March began with warm temperatures along the Mississippi Valley in advance of a strong cold front. That warm, moist air fueled a deadly tornado outbreak in Tennessee. It also brought heavy rain to a swath of the southeast. Conspicuously, none of that precipitation fell on the Gulf Coast, including Florida, a pattern that would continue throughout the month. The rest of the CONUS was dry during this period. Meanwhile, Alaska continued to be influenced by the polar trough that brought below normal temperatures there in February.

March 7-12

During March 7-12, a ridge in the central U.S. brought warm temperatures across much of the country. Meanwhile, a trough developed off the California coast. Moisture from that trough brought much-needed precipitation to the Southwest U.S. and southern California.

March 13-23

A strong ridge developed over Alaska in the middle of March. To its south, a trough persisted near the California coast, and the ridge over the eastern U.S. strengthened and moved southeastward. The resulting pattern combined aspects of both the negative PNA and the negative EPO. The ridge over Alaska brought warm temperatures that largely countered the cooler anomalies from earlier in the month. The trough near California continued to bring moisture to the Southwest. While the moisture was needed to counter drought conditions, it came too quickly and led to flash flooding. This trough was also connected to a broader trough in eastern Canada that brought cool anomalies to the Northern Plains and precipitation to much of the central U.S. However, the ridge to its east continued the hot and dry conditions for the Southeast.

March 24-31

The California trough weakened during the final week of March and the ridge near Alaska moved southwestward. The resulting pattern was a more typical negative PNA. Without the trough off the coast of California, the wet conditions over the Southwest came to an end. However, the remaining larger scale trough continued to bring below-normal temperatures to the western U.S. The ridge in the Southeast continued the hot and dry conditions for the Gulf Coast.

Atmospheric Drivers

ENSO: El Niño Southern Oscillation

  • Description: Oceanic and atmospheric conditions in the tropical Pacific Ocean can influence weather across the globe. ENSO is characterized by two extreme modes: El Niño (warmer-than-normal sea surface temperature [SST] anomalies in the tropical Pacific) and La Niña (cooler-than-normal SST anomalies), with the absence of either of these modes termed “ENSO-neutral” conditions. These variations in SST change the locations of the Pacific's largest thunderstorms, which can in turn change circulation patterns around the globe.
  • Status: The ocean and atmosphere system continued to be in ENSO-neutral during March 2020. The most common metric for ENSO is the SST anomalies in the Central Pacific, the Niño 3.4 region. These have been moderately warm since October after being near-zero in August and September. However, they have not been sustained for long enough to qualify as an El Niño and the atmospheric coupling is still lacking.
  • Teleconnections (influence on weather): The teleconnections with ENSO are muted during near-neutral conditions. An active El Niño would have favored cooler and wetter than normal conditions in the Southeastern U.S. as well as warm and dry conditions in the Ohio Valley. The wet conditions in the Southeast were a bit farther north than typical for an El Niño, and the temperature anomalies did not transpire. An El Niño would have also favored enhanced precipitation in the Southwest, particularly northern California. These were present in March 2020, but they were concentrated farther south and east than typical.

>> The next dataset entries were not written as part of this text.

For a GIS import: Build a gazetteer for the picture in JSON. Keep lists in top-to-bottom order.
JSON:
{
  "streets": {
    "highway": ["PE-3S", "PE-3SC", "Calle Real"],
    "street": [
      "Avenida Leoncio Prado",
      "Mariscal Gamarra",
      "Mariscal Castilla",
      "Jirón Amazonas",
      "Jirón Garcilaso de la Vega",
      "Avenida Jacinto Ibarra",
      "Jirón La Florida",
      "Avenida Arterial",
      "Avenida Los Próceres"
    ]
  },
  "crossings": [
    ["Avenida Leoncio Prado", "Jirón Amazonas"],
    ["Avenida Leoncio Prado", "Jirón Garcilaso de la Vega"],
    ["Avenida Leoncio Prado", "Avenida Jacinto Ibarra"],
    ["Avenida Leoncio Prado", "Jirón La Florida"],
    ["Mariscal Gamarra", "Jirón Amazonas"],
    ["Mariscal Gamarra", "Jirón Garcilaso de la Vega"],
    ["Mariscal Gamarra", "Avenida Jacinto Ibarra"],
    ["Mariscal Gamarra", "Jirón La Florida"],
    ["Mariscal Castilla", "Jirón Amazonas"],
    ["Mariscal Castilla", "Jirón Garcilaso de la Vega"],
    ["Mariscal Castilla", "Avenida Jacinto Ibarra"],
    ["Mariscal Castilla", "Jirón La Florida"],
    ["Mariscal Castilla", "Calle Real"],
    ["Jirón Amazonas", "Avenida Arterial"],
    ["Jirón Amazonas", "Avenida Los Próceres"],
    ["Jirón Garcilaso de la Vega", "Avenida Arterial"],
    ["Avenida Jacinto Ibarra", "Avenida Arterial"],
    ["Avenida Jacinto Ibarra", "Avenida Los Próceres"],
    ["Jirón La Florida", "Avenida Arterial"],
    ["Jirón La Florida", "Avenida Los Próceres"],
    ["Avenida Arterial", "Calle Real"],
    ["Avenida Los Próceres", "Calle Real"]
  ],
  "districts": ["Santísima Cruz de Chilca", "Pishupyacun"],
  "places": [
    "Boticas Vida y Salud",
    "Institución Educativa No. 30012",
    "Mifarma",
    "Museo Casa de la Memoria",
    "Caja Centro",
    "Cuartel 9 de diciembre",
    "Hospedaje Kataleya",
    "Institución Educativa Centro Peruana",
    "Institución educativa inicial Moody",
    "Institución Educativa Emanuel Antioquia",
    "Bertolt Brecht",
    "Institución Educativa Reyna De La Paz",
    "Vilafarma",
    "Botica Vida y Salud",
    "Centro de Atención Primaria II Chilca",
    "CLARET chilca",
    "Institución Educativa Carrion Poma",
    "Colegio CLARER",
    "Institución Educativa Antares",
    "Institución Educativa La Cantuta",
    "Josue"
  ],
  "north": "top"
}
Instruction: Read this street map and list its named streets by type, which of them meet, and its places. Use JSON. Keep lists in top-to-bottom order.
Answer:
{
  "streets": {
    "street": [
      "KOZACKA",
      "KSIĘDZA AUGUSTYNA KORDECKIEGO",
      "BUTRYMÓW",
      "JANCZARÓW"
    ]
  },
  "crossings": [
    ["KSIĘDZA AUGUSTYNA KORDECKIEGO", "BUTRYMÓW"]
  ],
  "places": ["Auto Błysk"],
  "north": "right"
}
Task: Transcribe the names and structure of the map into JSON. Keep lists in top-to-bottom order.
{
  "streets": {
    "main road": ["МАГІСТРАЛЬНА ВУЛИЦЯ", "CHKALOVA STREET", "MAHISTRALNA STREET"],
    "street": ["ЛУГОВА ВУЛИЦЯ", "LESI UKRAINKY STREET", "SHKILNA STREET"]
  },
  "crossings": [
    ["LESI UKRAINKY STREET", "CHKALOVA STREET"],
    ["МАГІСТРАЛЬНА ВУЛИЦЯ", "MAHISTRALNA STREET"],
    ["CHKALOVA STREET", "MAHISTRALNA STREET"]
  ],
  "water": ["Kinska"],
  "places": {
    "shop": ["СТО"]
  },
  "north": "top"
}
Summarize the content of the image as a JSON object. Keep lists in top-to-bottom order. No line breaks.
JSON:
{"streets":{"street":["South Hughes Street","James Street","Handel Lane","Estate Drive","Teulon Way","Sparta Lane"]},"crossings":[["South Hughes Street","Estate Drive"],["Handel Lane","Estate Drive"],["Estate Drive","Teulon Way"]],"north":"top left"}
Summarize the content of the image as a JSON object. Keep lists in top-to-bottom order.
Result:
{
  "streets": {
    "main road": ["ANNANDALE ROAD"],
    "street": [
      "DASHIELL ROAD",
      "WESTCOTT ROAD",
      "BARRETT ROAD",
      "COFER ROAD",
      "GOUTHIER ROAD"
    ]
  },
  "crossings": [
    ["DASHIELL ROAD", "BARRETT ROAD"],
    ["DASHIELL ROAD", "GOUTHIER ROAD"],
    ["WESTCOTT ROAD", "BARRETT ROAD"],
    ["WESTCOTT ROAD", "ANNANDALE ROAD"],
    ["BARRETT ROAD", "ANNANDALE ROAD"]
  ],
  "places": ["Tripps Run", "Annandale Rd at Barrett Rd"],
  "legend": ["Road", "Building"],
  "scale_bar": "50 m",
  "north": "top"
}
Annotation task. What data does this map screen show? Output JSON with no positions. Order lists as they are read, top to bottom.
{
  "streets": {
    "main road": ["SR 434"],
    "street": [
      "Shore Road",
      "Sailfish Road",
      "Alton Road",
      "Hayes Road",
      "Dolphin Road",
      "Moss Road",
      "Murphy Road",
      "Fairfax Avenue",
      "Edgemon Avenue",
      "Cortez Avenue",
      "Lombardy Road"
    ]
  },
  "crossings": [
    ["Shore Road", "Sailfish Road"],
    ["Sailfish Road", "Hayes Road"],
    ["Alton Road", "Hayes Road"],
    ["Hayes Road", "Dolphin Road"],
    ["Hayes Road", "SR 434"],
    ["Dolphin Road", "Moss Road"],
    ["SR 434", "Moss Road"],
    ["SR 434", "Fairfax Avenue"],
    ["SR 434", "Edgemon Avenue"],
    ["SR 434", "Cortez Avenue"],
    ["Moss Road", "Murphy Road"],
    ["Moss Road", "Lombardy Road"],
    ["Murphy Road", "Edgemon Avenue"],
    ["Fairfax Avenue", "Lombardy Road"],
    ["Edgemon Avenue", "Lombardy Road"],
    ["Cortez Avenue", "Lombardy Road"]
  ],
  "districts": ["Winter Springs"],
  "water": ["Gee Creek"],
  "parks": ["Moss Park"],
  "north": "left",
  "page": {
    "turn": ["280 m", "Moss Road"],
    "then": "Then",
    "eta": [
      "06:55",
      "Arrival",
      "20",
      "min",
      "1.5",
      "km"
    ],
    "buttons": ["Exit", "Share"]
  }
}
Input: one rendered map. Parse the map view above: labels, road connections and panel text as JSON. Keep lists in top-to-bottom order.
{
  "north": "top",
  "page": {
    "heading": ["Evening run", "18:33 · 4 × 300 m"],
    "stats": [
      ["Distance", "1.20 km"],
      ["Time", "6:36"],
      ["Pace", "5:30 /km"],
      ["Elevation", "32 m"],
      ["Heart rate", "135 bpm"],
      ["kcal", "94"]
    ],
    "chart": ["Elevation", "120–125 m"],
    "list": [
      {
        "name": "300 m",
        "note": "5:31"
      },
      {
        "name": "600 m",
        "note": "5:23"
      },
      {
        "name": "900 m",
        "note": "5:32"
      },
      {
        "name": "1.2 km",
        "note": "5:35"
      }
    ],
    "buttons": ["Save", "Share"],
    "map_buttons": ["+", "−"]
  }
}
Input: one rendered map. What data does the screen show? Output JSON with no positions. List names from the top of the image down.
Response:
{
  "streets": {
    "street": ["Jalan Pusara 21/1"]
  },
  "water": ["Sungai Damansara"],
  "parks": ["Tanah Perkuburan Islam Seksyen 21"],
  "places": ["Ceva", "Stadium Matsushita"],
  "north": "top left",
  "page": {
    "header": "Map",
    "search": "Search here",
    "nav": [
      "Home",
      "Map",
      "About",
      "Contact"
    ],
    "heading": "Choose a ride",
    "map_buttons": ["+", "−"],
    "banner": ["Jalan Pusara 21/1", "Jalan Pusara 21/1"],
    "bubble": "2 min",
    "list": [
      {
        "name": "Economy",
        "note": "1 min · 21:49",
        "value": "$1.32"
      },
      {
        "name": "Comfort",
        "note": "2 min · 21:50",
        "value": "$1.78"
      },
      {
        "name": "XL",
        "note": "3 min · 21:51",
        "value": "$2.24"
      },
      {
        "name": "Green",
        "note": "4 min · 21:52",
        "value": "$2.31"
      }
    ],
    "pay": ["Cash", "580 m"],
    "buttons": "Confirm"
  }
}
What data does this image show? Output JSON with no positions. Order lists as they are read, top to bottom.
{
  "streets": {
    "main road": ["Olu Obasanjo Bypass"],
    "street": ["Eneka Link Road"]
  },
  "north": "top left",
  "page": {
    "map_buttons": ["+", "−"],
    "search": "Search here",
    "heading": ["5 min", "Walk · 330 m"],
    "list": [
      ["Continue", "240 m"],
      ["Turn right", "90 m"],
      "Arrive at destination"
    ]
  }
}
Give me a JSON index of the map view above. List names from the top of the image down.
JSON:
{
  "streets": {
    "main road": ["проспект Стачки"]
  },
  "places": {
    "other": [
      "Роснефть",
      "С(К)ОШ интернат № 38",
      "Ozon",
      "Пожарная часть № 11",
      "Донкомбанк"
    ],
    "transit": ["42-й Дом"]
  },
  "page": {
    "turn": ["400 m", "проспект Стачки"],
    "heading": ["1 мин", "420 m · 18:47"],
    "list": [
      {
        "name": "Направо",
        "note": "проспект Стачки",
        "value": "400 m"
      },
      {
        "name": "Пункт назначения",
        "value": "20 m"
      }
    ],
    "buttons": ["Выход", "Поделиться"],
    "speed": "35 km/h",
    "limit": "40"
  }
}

MJO: Madden-Julian Oscillation

  • Description: The MJO is the biggest source of subseasonal (31-60 day) tropical variability. It typically develops as a large envelope of tropical thunderstorms that develops over the Indian Ocean that then moves eastward. Like ENSO, the MJO's effects on tropical rainfall is so strong that it can alter the atmospheric circulation around the globe. The thunderstorms decay when they cross the Pacific, but the associated winds can often continue across the Western Hemisphere to initiate the next MJO in the Indian Ocean. The MJO is episodic, meaning that it is not always active. Most indices for tracking the MJO identify both the MJO's amplitude and the longitude of its strongest rainfall, usually described as one of eight phases.
  • Status: The MJO was moderately active during March. The most commonly used MJO index began and ended the month near the Maritime Continent (phase 4). The index weakened in the middle of the month as the MJO traversed the Western Hemisphere (phases 7 and 8), but it strengthened again as the MJO entered the Indian Ocean (phases 1 and 2).
  • Teleconnections (influence on weather): The MJO's projection onto phase 5 (Maritime Continent) early in the month favored the warmer temperatures in the Eastern U.S. in the following weeks, although it occurred farther south than would be typical.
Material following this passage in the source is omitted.